• Assigned task: All of the data, word for word and free of pictures, is the expected result.

• The data:
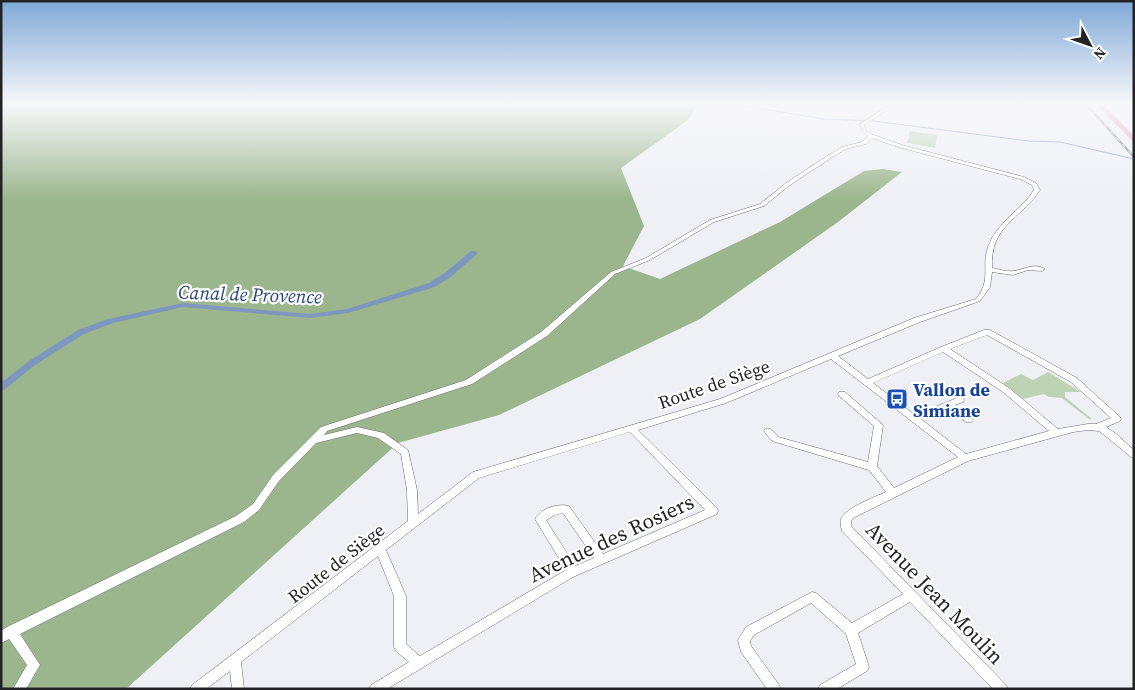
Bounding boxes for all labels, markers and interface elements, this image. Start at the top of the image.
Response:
north arrow [1065,20,1115,70]
text: N [1089,43,1111,64]
water label: Canal de Provence [178,279,322,310]
street label: Route de Siège [655,353,773,415]
place label: Vallon de Simiane [913,377,990,423]
bus stop icon: Vallon de Simiane [885,387,909,411]
street label: Avenue des Rosiers [524,487,698,589]
street label: Avenue Jean Moulin [860,516,1011,671]
street label: Route de Siège [282,517,390,609]

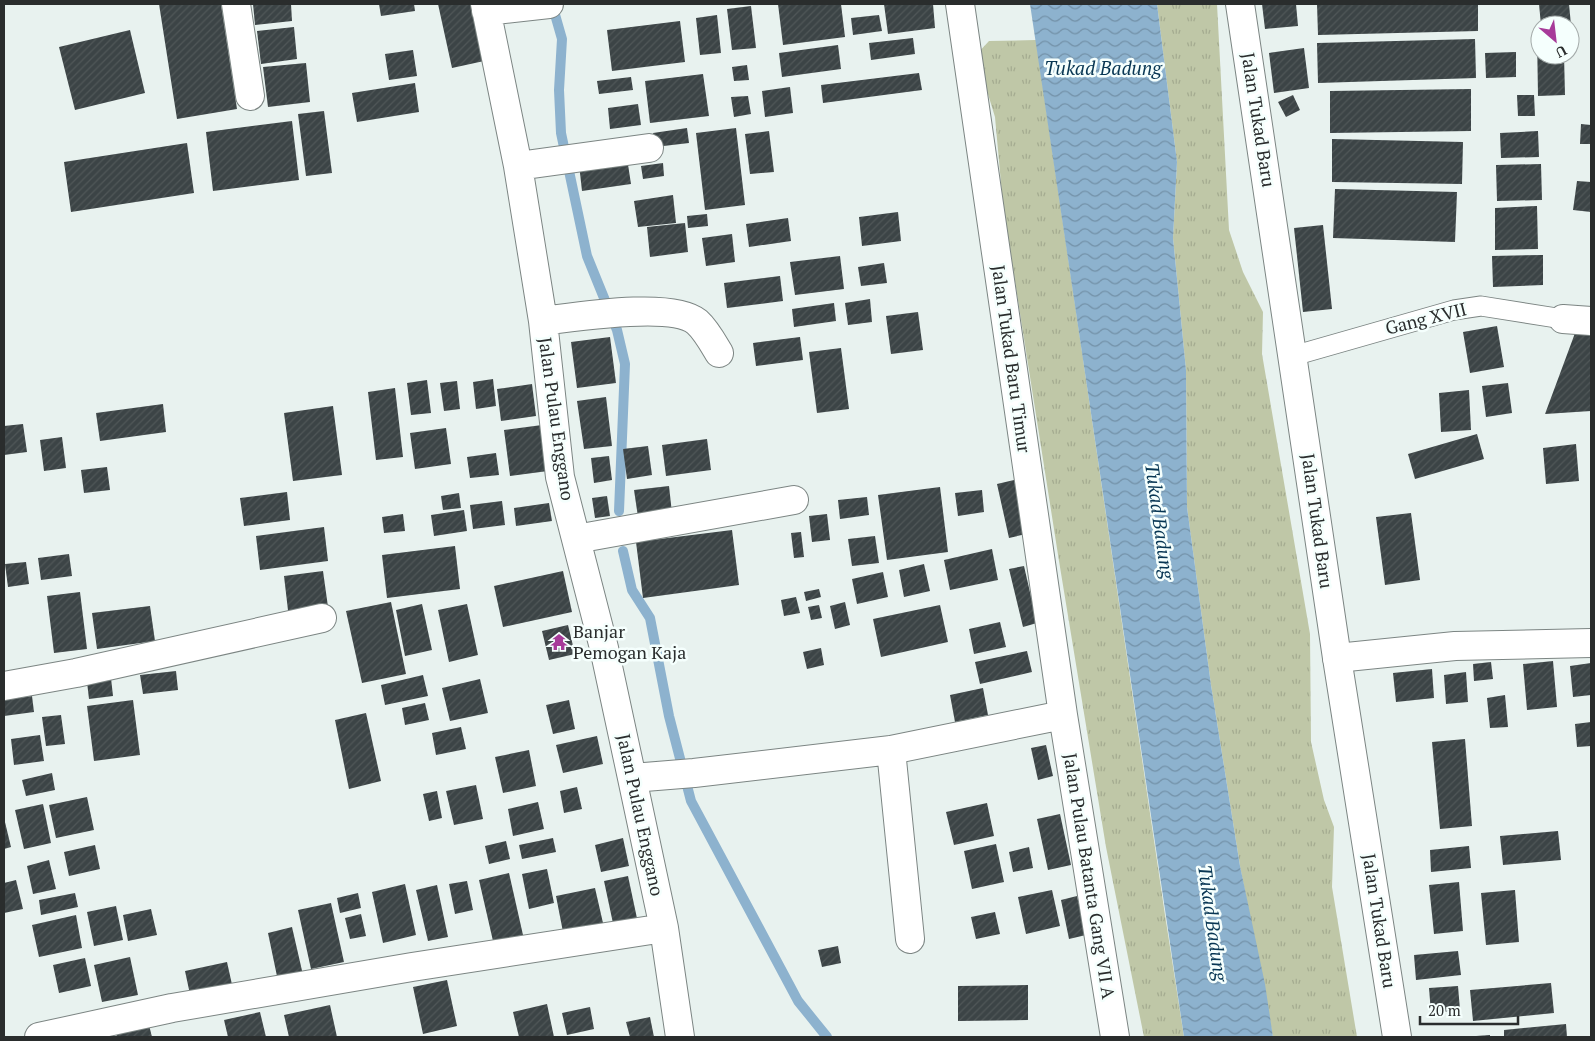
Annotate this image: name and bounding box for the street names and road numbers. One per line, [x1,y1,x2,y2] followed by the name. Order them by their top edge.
[1237,51,1281,189] street label: Jalan Tukad Baru
[987,263,1037,454] street label: Jalan Tukad Baru Timur
[1383,296,1469,340] street label: Gang XVII
[534,336,580,502] street label: Jalan Pulau Enggano
[1297,452,1339,590] street label: Jalan Tukad Baru
[612,732,670,898] street label: Jalan Pulau Enggano
[1059,751,1121,1001] street label: Jalan Pulau Batanta Gang VII A
[1358,852,1402,990] street label: Jalan Tukad Baru

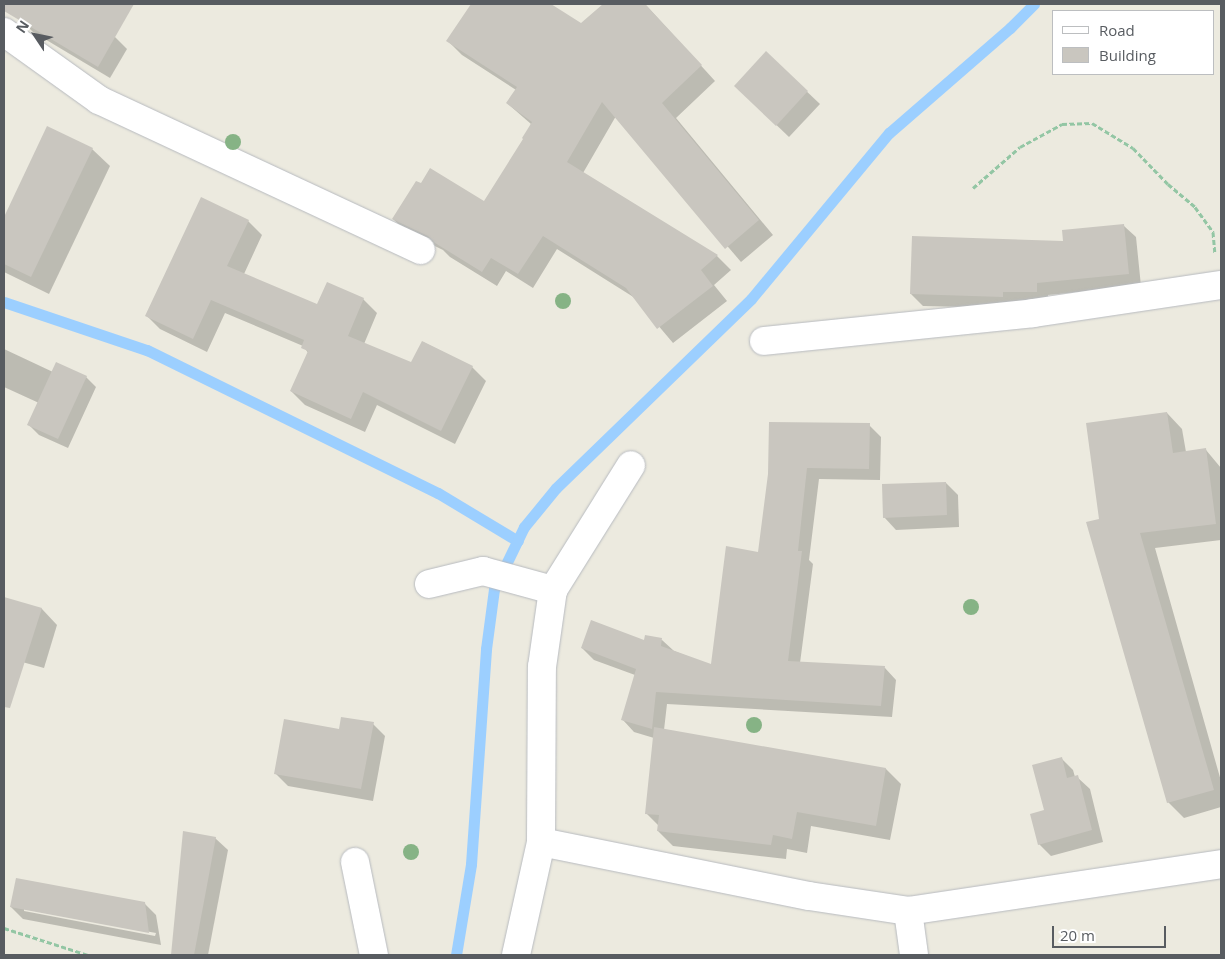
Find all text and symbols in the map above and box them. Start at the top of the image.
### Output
north arrow [10,10,60,60]
legend [1052,10,1215,75]
text: N [11,16,33,36]
text: Road [1099,20,1135,40]
text: Building [1099,45,1156,65]
scale bar [1055,916,1169,948]
text: 20 m [1060,925,1095,945]

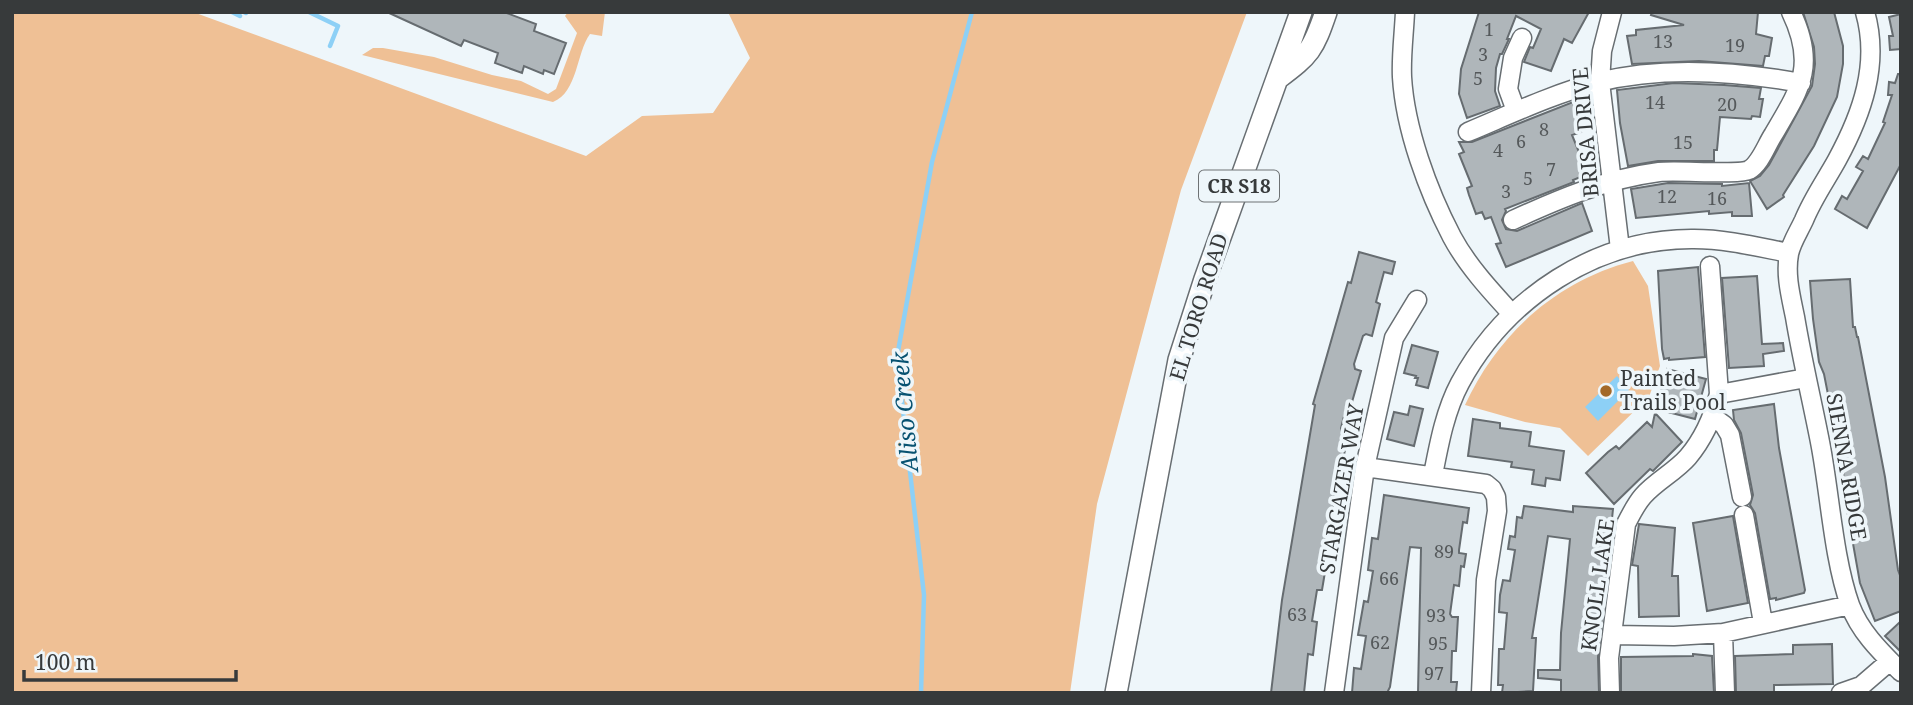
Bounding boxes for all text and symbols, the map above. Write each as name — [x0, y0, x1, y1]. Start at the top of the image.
house number: 1 — [1484, 17, 1494, 41]
house number: 13 — [1653, 29, 1673, 53]
house number: 19 — [1725, 33, 1745, 57]
house number: 3 — [1478, 42, 1488, 66]
house number: 5 — [1473, 66, 1483, 90]
street label: BRISA DRIVE — [1565, 66, 1605, 198]
house number: 14 — [1645, 90, 1665, 114]
house number: 20 — [1717, 92, 1737, 116]
house number: 8 — [1539, 117, 1549, 141]
house number: 6 — [1516, 129, 1526, 153]
house number: 15 — [1673, 130, 1693, 154]
house number: 4 — [1493, 138, 1503, 162]
house number: 7 — [1546, 157, 1556, 181]
house number: 5 — [1523, 166, 1533, 190]
road number: CR S18 — [1199, 170, 1279, 202]
house number: 3 — [1501, 179, 1511, 203]
house number: 12 — [1657, 184, 1677, 208]
house number: 16 — [1707, 186, 1727, 210]
street label: EL TORO ROAD — [1162, 230, 1234, 384]
water label: Aliso Creek — [883, 350, 925, 476]
place label: Painted Trails Pool — [1620, 364, 1726, 416]
marker: Painted Trails Pool — [1598, 383, 1614, 399]
street label: SIENNA RIDGE — [1820, 391, 1874, 543]
street label: STARGAZER WAY — [1312, 401, 1370, 576]
street label: KNOLL LAKE — [1574, 517, 1620, 653]
house number: 89 — [1434, 539, 1454, 563]
house number: 66 — [1379, 566, 1399, 590]
house number: 63 — [1287, 602, 1307, 626]
house number: 93 — [1426, 603, 1446, 627]
house number: 62 — [1370, 630, 1390, 654]
house number: 95 — [1428, 631, 1448, 655]
scale bar — [24, 638, 236, 682]
text: 100 m — [35, 648, 96, 676]
house number: 97 — [1424, 661, 1444, 685]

• Solution to this task:
Bounding boxes for all labels, markers and interface elements, this image. Start at the top of the image.
Response:
north arrow [1065,20,1115,70]
text: N [1089,43,1111,64]
water label: Canal de Provence [178,279,322,310]
street label: Route de Siège [655,353,773,415]
place label: Vallon de Simiane [913,377,990,423]
bus stop icon: Vallon de Simiane [885,387,909,411]
street label: Avenue des Rosiers [524,487,698,589]
street label: Avenue Jean Moulin [860,516,1011,671]
street label: Route de Siège [282,517,390,609]

Annotate this image: name and bounding box for the street names and road numbers. One per line, [x1,y1,x2,y2] followed by the name. Order them by their top edge.
[1237,51,1281,189] street label: Jalan Tukad Baru
[987,263,1037,454] street label: Jalan Tukad Baru Timur
[1383,296,1469,340] street label: Gang XVII
[534,336,580,502] street label: Jalan Pulau Enggano
[1297,452,1339,590] street label: Jalan Tukad Baru
[612,732,670,898] street label: Jalan Pulau Enggano
[1059,751,1121,1001] street label: Jalan Pulau Batanta Gang VII A
[1358,852,1402,990] street label: Jalan Tukad Baru

Find all text and symbols in the map above and box them. Start at the top of the image.
### Output
north arrow [10,10,60,60]
legend [1052,10,1215,75]
text: N [11,16,33,36]
text: Road [1099,20,1135,40]
text: Building [1099,45,1156,65]
scale bar [1055,916,1169,948]
text: 20 m [1060,925,1095,945]

Bounding boxes for all text and symbols, the map above. Write each as name — [x0, y0, x1, y1]. Start at the top of the image.
house number: 1 — [1484, 17, 1494, 41]
house number: 13 — [1653, 29, 1673, 53]
house number: 19 — [1725, 33, 1745, 57]
house number: 3 — [1478, 42, 1488, 66]
house number: 5 — [1473, 66, 1483, 90]
street label: BRISA DRIVE — [1565, 66, 1605, 198]
house number: 14 — [1645, 90, 1665, 114]
house number: 20 — [1717, 92, 1737, 116]
house number: 8 — [1539, 117, 1549, 141]
house number: 6 — [1516, 129, 1526, 153]
house number: 15 — [1673, 130, 1693, 154]
house number: 4 — [1493, 138, 1503, 162]
house number: 7 — [1546, 157, 1556, 181]
house number: 5 — [1523, 166, 1533, 190]
road number: CR S18 — [1199, 170, 1279, 202]
house number: 3 — [1501, 179, 1511, 203]
house number: 12 — [1657, 184, 1677, 208]
house number: 16 — [1707, 186, 1727, 210]
street label: EL TORO ROAD — [1162, 230, 1234, 384]
water label: Aliso Creek — [883, 350, 925, 476]
place label: Painted Trails Pool — [1620, 364, 1726, 416]
marker: Painted Trails Pool — [1598, 383, 1614, 399]
street label: SIENNA RIDGE — [1820, 391, 1874, 543]
street label: STARGAZER WAY — [1312, 401, 1370, 576]
street label: KNOLL LAKE — [1574, 517, 1620, 653]
house number: 89 — [1434, 539, 1454, 563]
house number: 66 — [1379, 566, 1399, 590]
house number: 63 — [1287, 602, 1307, 626]
house number: 93 — [1426, 603, 1446, 627]
house number: 62 — [1370, 630, 1390, 654]
house number: 95 — [1428, 631, 1448, 655]
scale bar — [24, 638, 236, 682]
text: 100 m — [35, 648, 96, 676]
house number: 97 — [1424, 661, 1444, 685]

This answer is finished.